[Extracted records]
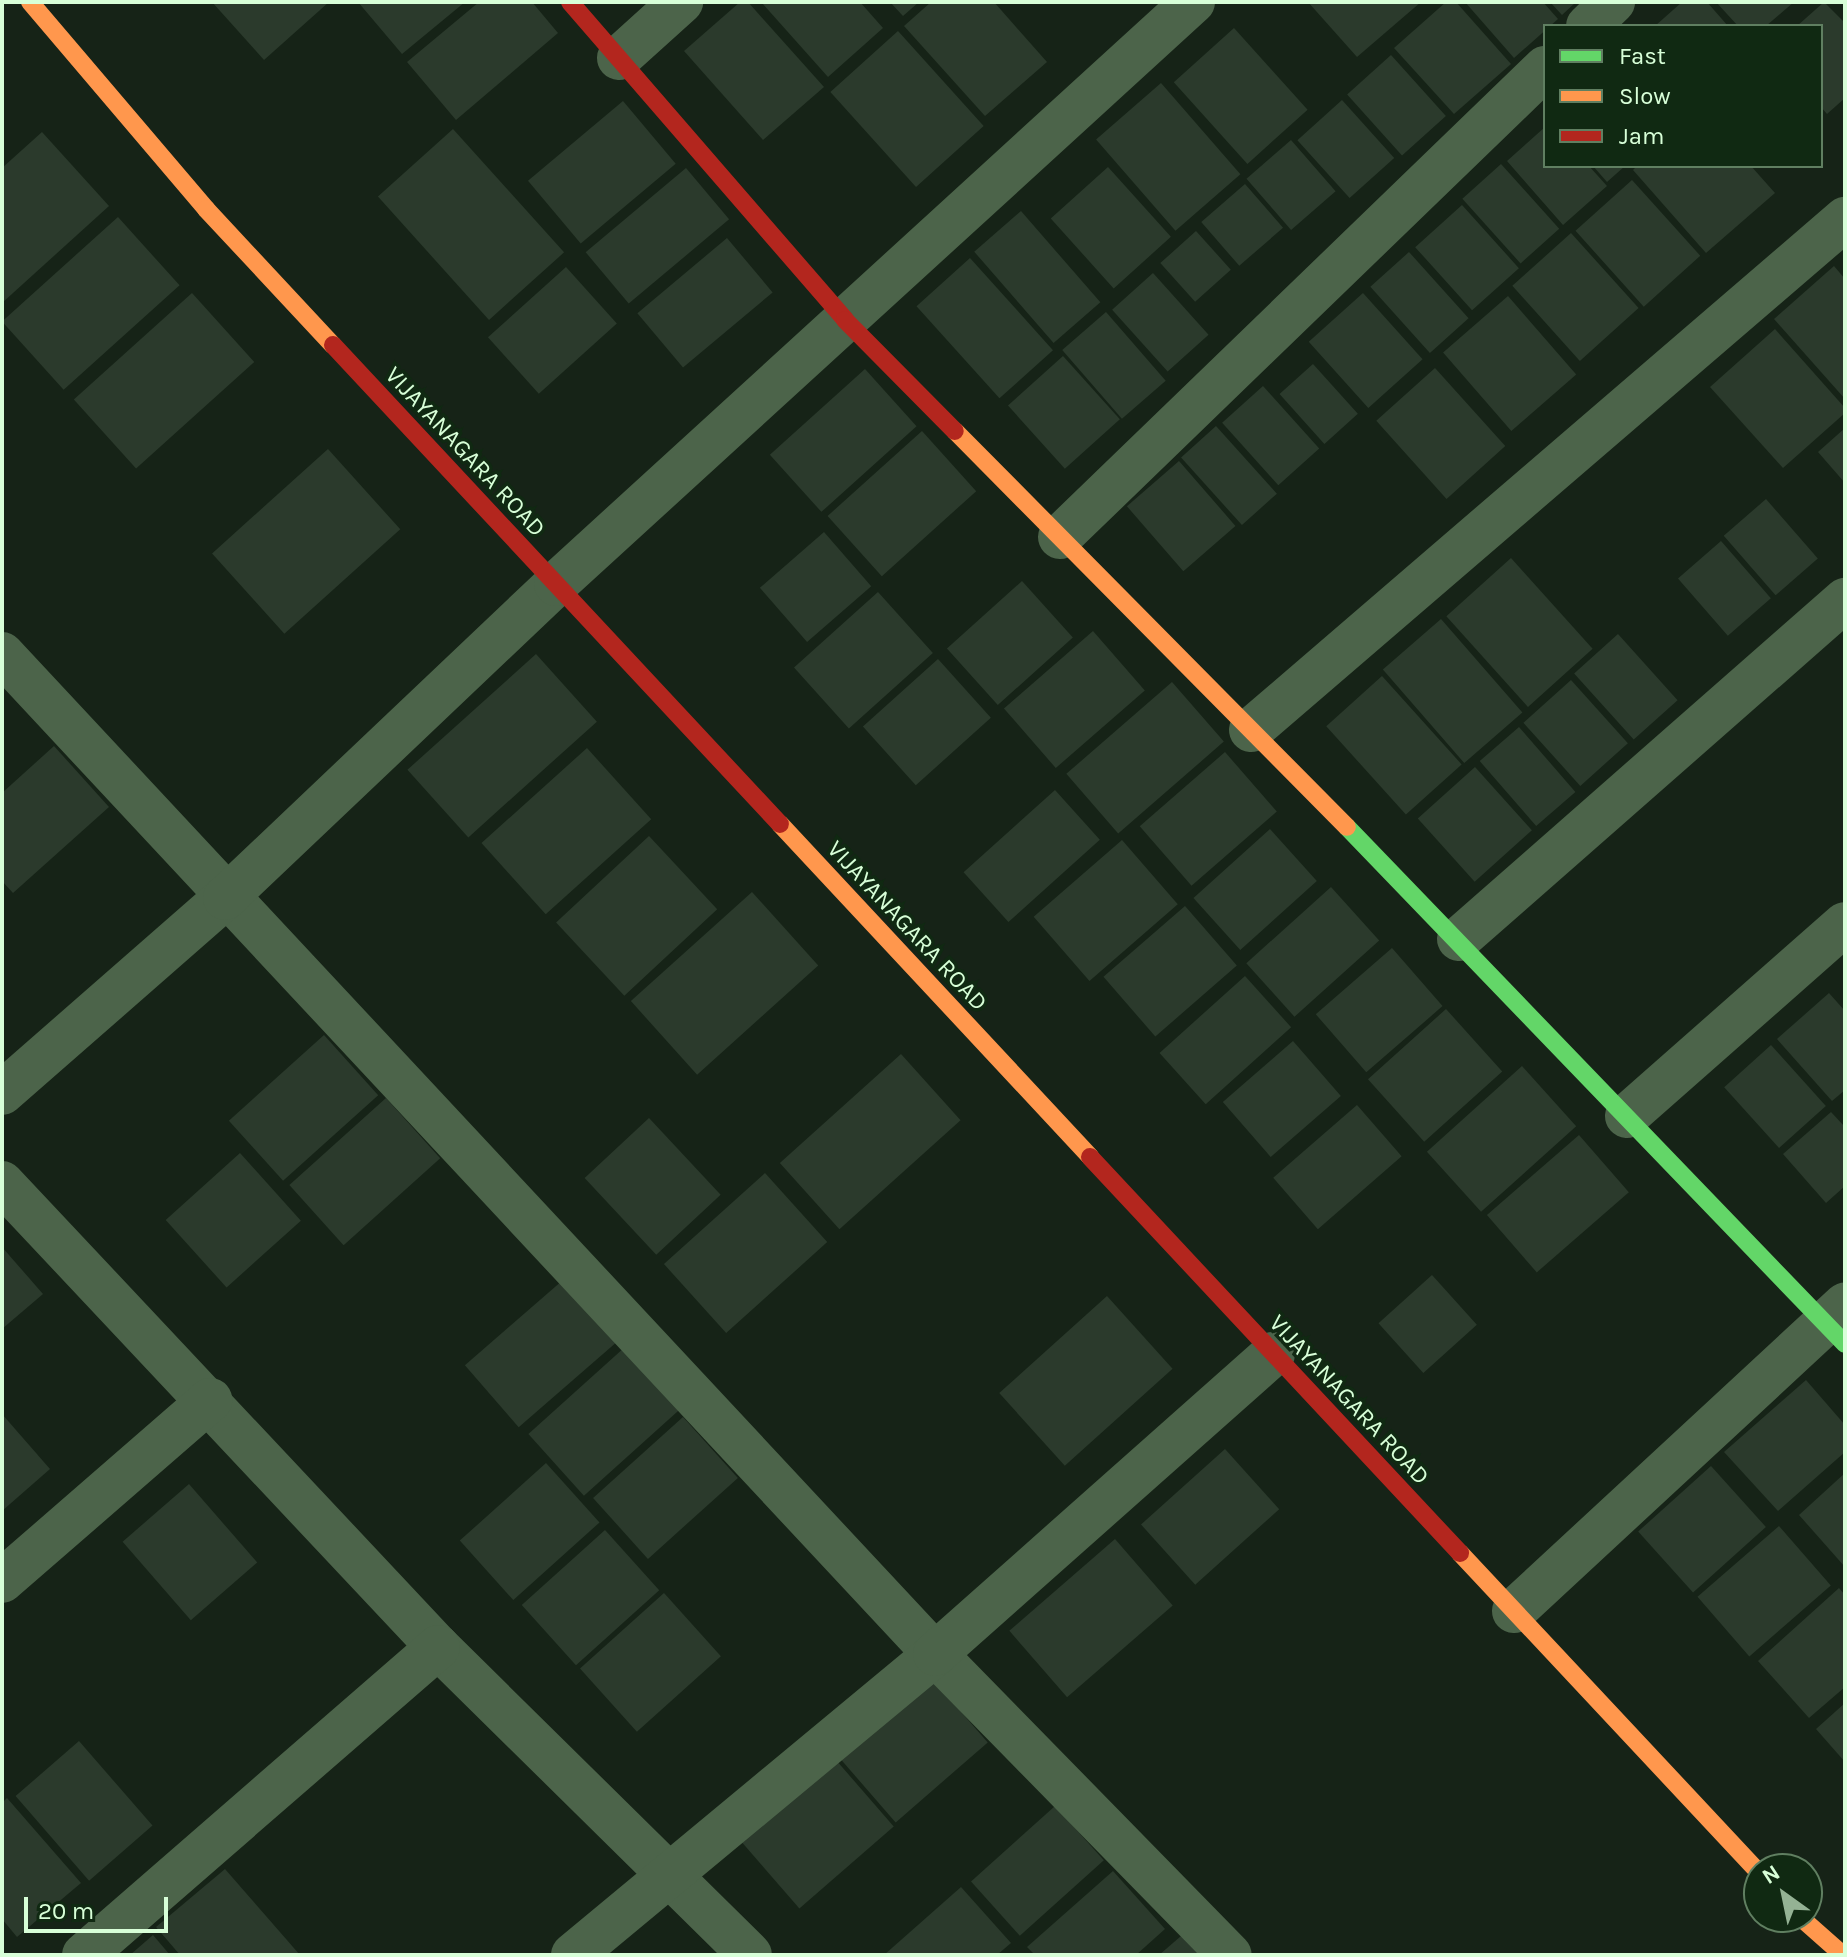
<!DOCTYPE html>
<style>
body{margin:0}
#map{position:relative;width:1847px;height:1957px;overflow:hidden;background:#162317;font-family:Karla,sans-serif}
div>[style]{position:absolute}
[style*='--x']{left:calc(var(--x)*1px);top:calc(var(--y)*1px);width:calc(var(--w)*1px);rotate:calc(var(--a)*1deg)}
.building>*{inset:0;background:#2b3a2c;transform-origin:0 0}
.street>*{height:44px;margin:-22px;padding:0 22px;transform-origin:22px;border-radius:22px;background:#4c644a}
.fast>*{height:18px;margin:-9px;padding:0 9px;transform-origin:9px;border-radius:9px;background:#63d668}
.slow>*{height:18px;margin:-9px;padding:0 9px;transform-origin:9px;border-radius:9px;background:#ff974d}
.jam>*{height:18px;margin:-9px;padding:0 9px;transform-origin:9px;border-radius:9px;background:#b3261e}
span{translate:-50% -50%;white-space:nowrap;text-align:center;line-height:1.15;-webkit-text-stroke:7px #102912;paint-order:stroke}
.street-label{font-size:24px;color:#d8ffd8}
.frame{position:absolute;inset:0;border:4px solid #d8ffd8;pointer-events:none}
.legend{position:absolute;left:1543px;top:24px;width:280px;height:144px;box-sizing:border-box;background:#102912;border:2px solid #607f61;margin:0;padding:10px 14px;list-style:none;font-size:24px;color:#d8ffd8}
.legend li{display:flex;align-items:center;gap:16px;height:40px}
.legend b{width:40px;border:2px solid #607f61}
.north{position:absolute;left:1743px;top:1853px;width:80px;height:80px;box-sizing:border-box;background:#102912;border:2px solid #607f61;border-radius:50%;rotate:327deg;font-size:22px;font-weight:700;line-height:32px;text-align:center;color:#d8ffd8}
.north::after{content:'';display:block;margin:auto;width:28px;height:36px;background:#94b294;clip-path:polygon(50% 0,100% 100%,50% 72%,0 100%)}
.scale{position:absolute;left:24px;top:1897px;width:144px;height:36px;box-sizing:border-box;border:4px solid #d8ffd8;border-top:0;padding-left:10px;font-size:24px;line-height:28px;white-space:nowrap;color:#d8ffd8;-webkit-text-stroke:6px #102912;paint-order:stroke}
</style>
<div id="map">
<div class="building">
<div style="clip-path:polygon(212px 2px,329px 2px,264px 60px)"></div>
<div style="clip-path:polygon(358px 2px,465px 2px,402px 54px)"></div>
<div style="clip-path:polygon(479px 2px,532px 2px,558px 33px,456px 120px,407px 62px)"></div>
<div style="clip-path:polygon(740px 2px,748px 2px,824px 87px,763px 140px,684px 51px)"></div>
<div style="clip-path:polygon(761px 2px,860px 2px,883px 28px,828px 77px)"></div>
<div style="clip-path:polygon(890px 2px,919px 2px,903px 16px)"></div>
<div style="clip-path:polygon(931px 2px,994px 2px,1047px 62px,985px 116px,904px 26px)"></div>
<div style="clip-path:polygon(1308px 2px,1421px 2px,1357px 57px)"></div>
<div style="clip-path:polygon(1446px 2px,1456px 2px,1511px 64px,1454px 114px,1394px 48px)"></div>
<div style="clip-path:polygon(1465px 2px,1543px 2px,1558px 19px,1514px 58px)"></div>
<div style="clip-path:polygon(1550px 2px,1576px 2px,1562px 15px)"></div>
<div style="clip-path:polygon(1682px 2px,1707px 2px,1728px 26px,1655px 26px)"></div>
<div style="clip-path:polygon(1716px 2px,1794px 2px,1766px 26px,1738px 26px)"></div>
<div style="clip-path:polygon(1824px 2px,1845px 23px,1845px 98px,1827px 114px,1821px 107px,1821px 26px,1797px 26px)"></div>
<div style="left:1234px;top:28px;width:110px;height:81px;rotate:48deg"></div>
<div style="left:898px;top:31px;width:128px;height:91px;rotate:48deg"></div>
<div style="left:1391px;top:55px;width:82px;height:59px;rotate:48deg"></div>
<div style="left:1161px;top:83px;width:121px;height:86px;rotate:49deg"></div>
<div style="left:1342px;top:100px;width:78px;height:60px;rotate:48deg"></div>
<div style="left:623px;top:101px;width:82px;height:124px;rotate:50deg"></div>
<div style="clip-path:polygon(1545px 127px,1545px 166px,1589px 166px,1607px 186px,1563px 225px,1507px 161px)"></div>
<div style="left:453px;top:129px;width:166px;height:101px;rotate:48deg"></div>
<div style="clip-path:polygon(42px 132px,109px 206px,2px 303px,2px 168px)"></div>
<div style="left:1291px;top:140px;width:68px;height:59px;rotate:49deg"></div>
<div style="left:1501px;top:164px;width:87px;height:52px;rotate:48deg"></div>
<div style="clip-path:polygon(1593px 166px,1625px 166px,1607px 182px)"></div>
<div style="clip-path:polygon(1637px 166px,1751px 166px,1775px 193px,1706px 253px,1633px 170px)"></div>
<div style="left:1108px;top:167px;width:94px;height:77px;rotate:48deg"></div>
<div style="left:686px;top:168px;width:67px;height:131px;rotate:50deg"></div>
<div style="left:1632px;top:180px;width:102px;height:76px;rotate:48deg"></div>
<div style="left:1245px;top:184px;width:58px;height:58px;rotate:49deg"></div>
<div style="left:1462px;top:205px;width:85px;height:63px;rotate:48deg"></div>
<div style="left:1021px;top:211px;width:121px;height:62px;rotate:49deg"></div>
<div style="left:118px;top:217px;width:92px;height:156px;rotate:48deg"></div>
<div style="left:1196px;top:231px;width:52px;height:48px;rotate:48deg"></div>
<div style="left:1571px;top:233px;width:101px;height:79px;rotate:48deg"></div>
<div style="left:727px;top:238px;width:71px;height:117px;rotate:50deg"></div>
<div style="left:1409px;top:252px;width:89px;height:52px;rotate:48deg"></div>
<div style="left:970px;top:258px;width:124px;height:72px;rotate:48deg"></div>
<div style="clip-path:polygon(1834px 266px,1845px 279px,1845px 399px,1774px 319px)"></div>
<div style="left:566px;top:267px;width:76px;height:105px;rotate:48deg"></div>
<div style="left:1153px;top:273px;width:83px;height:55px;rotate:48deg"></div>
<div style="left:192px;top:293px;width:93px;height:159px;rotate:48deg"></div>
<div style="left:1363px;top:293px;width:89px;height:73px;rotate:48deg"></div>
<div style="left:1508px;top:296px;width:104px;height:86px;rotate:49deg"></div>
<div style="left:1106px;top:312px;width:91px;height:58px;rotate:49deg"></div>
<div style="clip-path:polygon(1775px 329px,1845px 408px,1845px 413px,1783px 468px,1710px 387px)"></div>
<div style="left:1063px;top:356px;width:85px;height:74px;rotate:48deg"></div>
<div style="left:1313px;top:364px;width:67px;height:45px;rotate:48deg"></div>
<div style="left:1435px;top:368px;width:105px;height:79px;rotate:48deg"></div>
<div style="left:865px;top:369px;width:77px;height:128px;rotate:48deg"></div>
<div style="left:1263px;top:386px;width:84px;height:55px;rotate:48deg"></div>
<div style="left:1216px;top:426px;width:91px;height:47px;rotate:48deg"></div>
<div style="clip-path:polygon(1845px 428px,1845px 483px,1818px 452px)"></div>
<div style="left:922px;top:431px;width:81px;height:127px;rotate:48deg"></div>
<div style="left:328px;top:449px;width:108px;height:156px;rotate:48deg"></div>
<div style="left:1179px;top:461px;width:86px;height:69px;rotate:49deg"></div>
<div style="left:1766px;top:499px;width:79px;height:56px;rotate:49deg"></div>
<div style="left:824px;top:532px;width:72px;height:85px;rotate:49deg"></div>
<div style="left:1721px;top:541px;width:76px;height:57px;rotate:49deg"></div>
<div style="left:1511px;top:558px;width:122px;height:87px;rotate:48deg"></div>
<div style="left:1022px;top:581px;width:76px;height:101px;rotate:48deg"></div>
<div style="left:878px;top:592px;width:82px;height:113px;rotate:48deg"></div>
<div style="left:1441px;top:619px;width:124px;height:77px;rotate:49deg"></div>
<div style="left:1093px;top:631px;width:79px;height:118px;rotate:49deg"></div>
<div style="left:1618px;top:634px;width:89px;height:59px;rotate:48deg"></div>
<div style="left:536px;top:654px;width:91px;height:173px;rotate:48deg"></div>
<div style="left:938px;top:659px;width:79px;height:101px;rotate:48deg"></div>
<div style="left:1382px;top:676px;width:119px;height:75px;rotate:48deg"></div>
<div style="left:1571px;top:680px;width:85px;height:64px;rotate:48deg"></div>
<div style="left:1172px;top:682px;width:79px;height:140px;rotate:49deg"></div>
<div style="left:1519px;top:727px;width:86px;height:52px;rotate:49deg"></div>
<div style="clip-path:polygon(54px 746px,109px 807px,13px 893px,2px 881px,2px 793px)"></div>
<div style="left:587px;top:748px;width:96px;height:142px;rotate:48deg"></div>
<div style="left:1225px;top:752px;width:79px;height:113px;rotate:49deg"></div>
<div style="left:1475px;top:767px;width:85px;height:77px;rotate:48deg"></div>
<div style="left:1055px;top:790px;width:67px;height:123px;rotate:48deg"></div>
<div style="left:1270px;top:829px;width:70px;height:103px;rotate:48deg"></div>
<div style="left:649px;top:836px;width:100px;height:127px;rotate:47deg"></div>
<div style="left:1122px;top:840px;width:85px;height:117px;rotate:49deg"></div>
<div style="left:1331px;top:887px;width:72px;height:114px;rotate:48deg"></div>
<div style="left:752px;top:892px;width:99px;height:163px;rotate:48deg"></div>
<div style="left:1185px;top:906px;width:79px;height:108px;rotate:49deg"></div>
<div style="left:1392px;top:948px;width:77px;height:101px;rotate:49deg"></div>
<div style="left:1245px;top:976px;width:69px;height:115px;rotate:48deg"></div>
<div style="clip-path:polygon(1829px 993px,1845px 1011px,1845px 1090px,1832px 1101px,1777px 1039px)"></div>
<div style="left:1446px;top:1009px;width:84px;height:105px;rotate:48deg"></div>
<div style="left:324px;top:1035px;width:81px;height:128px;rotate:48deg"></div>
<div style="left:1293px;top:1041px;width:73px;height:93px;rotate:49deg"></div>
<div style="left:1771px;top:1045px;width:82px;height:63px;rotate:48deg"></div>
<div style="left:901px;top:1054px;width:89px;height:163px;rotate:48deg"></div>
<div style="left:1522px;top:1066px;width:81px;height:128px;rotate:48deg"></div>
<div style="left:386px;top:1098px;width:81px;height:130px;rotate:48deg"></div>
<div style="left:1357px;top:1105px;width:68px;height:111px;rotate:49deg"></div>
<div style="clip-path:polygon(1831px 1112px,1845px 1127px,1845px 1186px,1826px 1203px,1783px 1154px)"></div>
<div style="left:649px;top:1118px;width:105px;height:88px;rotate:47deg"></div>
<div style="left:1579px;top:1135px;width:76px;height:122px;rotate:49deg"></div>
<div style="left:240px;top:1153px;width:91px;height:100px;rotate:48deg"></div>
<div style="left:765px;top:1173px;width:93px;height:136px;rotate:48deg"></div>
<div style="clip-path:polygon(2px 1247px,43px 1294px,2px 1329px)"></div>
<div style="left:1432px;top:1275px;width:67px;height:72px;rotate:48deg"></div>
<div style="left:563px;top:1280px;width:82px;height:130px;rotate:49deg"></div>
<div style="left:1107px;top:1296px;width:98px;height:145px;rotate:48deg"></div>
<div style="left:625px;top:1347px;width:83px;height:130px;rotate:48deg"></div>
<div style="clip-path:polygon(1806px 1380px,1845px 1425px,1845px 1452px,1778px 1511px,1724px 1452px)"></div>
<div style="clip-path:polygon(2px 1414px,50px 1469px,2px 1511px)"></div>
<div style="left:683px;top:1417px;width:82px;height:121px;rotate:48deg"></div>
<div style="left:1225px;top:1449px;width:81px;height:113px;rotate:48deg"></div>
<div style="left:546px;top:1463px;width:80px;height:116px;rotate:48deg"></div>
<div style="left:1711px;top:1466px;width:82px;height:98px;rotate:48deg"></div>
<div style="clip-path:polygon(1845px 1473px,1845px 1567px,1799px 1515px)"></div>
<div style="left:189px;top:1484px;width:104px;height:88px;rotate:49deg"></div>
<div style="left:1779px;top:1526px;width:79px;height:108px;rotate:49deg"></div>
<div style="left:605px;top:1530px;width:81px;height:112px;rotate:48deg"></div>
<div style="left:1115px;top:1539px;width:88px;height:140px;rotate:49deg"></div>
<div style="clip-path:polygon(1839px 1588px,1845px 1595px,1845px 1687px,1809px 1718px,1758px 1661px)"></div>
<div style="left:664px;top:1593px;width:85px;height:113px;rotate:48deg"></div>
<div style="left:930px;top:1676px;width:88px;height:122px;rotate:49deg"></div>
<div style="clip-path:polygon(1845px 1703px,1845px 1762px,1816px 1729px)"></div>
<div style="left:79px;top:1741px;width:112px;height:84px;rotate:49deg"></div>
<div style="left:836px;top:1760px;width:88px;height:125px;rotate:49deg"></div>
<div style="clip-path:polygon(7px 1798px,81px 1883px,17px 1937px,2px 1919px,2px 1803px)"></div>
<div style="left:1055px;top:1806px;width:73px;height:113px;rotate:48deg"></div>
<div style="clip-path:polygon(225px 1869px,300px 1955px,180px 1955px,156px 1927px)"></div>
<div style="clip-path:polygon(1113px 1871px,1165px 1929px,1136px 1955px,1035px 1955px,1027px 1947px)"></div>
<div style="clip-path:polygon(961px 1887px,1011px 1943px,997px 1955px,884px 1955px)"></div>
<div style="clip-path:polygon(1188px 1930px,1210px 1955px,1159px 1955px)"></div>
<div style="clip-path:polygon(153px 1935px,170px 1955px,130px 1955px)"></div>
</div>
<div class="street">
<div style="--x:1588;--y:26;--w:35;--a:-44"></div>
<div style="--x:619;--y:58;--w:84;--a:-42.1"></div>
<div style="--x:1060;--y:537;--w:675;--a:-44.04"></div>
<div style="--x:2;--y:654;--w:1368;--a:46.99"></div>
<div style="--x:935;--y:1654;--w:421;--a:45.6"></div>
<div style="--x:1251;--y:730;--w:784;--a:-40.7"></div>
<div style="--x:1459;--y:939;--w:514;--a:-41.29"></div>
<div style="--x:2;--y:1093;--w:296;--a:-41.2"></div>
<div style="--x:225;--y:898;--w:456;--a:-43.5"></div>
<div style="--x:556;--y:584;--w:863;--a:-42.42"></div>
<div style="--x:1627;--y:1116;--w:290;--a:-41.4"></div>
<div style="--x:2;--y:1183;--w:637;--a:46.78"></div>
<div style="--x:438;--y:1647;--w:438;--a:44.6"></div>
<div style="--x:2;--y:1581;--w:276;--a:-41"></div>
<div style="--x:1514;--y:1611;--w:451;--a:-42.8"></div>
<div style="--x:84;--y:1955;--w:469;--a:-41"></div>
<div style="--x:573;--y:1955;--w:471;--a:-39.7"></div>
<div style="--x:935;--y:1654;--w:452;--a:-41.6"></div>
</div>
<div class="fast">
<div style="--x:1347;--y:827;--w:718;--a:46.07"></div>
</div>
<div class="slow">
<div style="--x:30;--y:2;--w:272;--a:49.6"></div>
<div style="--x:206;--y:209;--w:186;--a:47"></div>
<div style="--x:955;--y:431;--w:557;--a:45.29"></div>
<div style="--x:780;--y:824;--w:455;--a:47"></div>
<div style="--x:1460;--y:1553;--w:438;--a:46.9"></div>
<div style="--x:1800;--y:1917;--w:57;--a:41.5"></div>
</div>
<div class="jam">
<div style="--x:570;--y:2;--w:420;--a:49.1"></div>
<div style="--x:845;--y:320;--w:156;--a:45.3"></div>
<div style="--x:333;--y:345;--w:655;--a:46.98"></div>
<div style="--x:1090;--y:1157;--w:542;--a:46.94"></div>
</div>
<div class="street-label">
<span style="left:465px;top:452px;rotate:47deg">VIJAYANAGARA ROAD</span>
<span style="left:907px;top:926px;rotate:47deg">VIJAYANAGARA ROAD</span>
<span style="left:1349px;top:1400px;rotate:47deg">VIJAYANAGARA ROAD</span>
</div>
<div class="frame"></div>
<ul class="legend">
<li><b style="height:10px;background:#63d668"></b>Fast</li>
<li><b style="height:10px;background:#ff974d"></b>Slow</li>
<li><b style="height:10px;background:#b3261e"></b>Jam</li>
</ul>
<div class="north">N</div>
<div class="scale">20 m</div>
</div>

Task details: One number is the whole answer: how many lines in the records contain "VIJAYANAGARA".

Expected answer: 3